Wednesday, 28 April 2010

AGUSTÍ FERNÁNDEZ – Un Llamp Que No S’Acaba Mai


Instantly manufactured during a December 2007 concert in Sigüenza, Spain, this album (whose title translates as “a lightning that never ends”) sounds quite distant from a conjectural sonic translation of that phenomenon. The recording introduces us to a volatile temperament that tends to shed some light over the unknown corners of certain registers, or inquire about assorted aspects of dynamic correlation, ultimately rendering the experience akin to walking across a country area before a storm: the moment in which the sky begins to look threateningly grey, the first crackles are heard and whirlwinds of fallen leaves and pieces of broken branches cause that typical whoosh-and-rustle manifestation that pushes ordinary people to hurry the pace to get home early. On the contrary, it’s right there that this particular set becomes more fascinating. And, in due course, the tempest does arrive (though not unending).

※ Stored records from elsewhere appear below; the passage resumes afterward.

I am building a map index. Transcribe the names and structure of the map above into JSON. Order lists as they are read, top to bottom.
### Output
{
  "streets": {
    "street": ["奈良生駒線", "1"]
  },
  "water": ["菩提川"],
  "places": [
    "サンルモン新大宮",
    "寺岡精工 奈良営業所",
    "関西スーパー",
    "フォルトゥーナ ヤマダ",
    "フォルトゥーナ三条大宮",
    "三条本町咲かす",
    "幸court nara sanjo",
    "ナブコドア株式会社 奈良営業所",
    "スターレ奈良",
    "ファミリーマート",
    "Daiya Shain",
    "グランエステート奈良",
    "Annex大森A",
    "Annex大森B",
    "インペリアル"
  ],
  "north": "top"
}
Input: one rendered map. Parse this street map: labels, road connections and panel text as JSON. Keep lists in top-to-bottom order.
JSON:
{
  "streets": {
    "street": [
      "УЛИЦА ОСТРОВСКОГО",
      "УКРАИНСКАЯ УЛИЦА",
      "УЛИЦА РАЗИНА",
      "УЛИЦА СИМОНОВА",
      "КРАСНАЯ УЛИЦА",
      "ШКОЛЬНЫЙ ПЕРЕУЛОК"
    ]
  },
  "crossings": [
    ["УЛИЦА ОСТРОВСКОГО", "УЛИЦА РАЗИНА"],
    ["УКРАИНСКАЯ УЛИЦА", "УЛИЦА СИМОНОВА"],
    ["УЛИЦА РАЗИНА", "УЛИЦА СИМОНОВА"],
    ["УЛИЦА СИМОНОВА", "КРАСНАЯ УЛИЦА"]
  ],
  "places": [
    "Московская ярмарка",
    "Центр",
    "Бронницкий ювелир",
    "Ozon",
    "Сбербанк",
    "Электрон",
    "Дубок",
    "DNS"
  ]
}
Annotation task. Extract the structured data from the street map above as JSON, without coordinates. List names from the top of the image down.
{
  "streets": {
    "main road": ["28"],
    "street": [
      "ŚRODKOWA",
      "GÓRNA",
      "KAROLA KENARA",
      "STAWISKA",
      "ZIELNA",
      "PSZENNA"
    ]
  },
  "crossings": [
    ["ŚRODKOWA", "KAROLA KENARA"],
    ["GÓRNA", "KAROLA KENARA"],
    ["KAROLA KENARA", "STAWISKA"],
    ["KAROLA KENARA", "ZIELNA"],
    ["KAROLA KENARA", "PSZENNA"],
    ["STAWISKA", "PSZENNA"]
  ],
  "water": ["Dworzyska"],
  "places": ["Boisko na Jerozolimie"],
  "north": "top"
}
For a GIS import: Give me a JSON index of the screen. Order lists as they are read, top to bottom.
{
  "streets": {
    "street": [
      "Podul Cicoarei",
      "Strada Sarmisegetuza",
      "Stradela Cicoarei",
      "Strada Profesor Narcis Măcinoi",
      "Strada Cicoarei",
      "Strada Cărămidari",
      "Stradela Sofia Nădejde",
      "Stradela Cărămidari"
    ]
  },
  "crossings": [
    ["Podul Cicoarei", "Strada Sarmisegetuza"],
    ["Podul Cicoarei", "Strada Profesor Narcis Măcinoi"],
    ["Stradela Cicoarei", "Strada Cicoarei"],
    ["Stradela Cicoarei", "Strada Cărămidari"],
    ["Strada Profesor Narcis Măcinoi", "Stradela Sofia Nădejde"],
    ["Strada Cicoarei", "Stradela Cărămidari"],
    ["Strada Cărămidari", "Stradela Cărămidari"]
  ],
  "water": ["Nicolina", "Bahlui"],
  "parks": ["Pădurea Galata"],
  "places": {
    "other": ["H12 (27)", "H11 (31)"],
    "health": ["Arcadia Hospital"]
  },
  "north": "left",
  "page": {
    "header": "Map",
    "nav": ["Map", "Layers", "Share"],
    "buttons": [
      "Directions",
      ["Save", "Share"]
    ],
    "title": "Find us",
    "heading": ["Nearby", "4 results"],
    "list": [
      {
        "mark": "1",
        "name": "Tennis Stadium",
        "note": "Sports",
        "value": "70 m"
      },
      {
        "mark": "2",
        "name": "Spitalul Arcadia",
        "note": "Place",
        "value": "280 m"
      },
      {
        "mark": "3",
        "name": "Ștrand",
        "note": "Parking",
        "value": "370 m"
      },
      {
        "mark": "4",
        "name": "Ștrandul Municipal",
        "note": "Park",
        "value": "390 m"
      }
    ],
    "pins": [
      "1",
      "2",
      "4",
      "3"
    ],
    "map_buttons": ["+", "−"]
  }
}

Fernández is not scared of exploiting the uncomfortable traits of the piano. He gives a free rein to bewildering outbreaks that, under an apparently uncongenial structure, hide instead a clarity of vision that’s immediately measurable by proficient ears, which in turn complete elaborate geometries often merely hinted, but fully visualized in advance by their engenderer. The reciprocal behaviour amidst the companions is impeccable, a veritable seminar on how a trio recital should be carried on when the intention is that of making serious music - and a sizeable bit of invigorating noise, too. A fabulous Mark Sanders maintains total control on now bubbling, now mottled percussive textures in an olla podrida of neatly deployed fickle figurations, deliverable only by truly sensitive drummers. John Edwards figures as a catalyzing presence, joining the conversational flow with impious rewordings of the commonly known literature associated to the double bass yet, at the same time, using extended notes and droning clusters to dictate the coordinates of the calmer places where the protagonists occasionally land, intelligently releasing the listener from the grip of unwarranted pressure.